Take it away, Jeremy!

 

I started coding at the age of 10, writing games in BASIC for my lightning-fast Commodore 64. From there I ventured into the high-tech world of text-based online gaming, affectionately known as MUDs—specifically EverDark, where I learned to write C++ code. Later, I made the jump to systems engineering, and it was there that I discovered scripting. I loathe repetitive tasks and have a great love for efficiency (I’m lazy). Therefore, I can find ways to incorporate Windows PowerShell into almost every project and task I do as a systems engineer. I am also known to write the occasional application or service in Visual C#, which is mutually reinforcing with Windows PowerShell because they are essentially different expressions of the same language. Now for today’s blog post. Hope you like it.


Excel to Windows PowerShell and Back Again
 

Ever wish you could import from and export to Excel just like you can using CSV files? So did I, and so did a lot of other people, as I discovered. 

Back during Tech∙Ed this year, it seemed like I spent an entire day griping about this blatant disparity between reality and my imagination. Not that I kept bringing it up (I swear I did not!), but that it kept coming up in conversation. You know, like one of those weird days where the same esoteric word finds its way into a multitude of conversations, only to then never be heard of again until the next cosmic kink in the space-time continuum. 

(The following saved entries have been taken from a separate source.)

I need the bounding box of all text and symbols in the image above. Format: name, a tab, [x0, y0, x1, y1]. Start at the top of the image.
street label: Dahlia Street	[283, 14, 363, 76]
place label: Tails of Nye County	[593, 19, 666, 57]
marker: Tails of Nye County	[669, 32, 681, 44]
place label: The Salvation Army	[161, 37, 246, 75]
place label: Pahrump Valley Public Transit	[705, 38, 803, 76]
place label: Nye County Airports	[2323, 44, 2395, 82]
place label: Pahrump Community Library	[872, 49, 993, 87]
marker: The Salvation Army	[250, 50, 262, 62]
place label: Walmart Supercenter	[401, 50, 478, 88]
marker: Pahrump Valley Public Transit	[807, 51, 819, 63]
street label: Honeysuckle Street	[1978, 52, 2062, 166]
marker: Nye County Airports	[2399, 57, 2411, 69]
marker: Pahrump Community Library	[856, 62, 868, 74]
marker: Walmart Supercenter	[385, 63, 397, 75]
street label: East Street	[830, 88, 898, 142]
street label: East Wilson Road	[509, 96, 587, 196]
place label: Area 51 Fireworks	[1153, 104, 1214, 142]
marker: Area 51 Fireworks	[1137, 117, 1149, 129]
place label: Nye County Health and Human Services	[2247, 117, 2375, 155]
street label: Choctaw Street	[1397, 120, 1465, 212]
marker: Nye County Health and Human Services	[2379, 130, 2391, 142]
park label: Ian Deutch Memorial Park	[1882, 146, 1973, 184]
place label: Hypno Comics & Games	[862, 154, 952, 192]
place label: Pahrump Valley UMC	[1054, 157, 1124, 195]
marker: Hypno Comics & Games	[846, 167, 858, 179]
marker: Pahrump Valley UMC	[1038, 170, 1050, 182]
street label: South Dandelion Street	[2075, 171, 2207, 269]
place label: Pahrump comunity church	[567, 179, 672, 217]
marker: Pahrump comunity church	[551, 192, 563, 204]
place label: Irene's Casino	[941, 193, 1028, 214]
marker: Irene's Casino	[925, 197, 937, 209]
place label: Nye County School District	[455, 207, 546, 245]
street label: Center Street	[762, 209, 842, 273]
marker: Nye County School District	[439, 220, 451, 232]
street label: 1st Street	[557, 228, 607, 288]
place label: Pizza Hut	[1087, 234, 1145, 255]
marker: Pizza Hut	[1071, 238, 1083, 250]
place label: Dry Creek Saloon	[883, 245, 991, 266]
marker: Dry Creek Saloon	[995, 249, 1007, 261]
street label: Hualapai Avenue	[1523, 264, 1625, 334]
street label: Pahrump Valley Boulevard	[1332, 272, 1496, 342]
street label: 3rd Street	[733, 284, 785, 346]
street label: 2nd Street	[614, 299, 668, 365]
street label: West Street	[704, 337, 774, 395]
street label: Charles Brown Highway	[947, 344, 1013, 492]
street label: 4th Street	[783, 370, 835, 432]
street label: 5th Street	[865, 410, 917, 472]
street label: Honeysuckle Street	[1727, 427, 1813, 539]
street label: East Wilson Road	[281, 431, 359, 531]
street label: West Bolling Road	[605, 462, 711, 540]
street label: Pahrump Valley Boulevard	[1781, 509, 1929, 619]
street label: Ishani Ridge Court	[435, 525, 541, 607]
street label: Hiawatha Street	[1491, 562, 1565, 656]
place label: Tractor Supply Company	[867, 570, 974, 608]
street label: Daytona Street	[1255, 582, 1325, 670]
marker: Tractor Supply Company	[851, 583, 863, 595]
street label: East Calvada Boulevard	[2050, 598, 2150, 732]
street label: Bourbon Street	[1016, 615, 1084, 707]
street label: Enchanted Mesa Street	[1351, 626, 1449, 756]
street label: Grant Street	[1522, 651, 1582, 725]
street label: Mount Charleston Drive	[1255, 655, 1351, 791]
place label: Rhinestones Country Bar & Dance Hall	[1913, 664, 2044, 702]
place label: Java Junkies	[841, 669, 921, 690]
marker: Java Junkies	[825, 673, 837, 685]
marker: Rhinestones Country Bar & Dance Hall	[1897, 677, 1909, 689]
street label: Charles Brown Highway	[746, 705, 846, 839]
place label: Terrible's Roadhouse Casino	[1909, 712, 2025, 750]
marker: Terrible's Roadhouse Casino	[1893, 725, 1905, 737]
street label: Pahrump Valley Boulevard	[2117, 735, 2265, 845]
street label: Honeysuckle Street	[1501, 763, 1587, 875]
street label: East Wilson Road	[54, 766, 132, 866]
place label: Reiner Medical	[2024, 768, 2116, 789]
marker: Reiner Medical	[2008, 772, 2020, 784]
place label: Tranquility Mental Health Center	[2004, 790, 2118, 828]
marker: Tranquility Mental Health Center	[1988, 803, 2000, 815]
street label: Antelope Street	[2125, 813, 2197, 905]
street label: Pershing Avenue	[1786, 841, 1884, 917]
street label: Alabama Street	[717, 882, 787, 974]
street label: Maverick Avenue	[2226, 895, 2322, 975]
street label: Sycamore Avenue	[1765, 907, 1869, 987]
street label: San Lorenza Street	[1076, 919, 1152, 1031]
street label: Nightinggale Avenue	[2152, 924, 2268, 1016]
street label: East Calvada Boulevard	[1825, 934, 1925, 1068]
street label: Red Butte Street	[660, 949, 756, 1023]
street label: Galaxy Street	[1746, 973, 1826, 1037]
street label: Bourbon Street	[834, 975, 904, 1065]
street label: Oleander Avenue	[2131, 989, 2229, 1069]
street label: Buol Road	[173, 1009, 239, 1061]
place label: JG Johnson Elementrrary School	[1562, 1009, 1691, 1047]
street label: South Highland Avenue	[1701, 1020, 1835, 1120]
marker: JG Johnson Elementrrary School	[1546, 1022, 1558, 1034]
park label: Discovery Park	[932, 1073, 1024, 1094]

Anyway, during dinner that night, it came up again. I casually blurt out that it is ridiculous that there are not any such functions, and how I could code them in a single night! Then it struck me—I actually think I could code them in a single night. Before I realized it, I was announcing my plans to the group of fellow Windows PowerShell scripters. So realizing I was losing hours, I dashed home by 8:30 P.M. and set to work. By 1:00 A.M., I had two fairly well fleshed-out cmdlets, but more importantly, they worked! 

The complete Excel module can be downloaded from the Scripting Guys Script Repository. 

As a basis for understanding how the conversion between Excel and Windows PowerShell works, think of each row in an Excel spreadsheet as an object in Windows PowerShell with the names of each column in Excel being a property name of the object in Windows PowerShell. 

Image of how Excel spreadsheets correlate to objects in Windows PowerShell

So if the value for A1 is Example1 and the value for A2 is test, in PowerShell: 

$row.Example1 = “test” 

If the value for A3 is ubu, in Windows PowerShell: 

$row.Example1 = “ubu” 

Each row object is then appended to an array of these objects, eventually representing the entire spreadsheet in Windows PowerShell object form.

Image of spreadsheet in Windows PowerShell object form

Got it? When you understand this, it becomes easy to see how we could move from Excel to Windows PowerShell and back again. All that is left then is to work out the mechanics. 

I really wanted this to be Excel-independent, meaning that I wanted to read an Excel document as an XML file and vice versa. I was able to get the export cmdlet to work fine writing to XML, but I was not able to figure out how to get the Excel XML to do an import—it was all just a jumbled mess. So unfortunately, I had to stick with the “wonderful” COM object. 

Honestly, COM objects are not that bad. They just look really bad when you’re expecting them to be as flexible, transparent, fast, and disposable as Windows PowerShell objects. That aside, they do have a fair amount of useful methods and properties, which I make use of in these two cmdlets. I will not elucidate them all here, but just show you some of the important ones. 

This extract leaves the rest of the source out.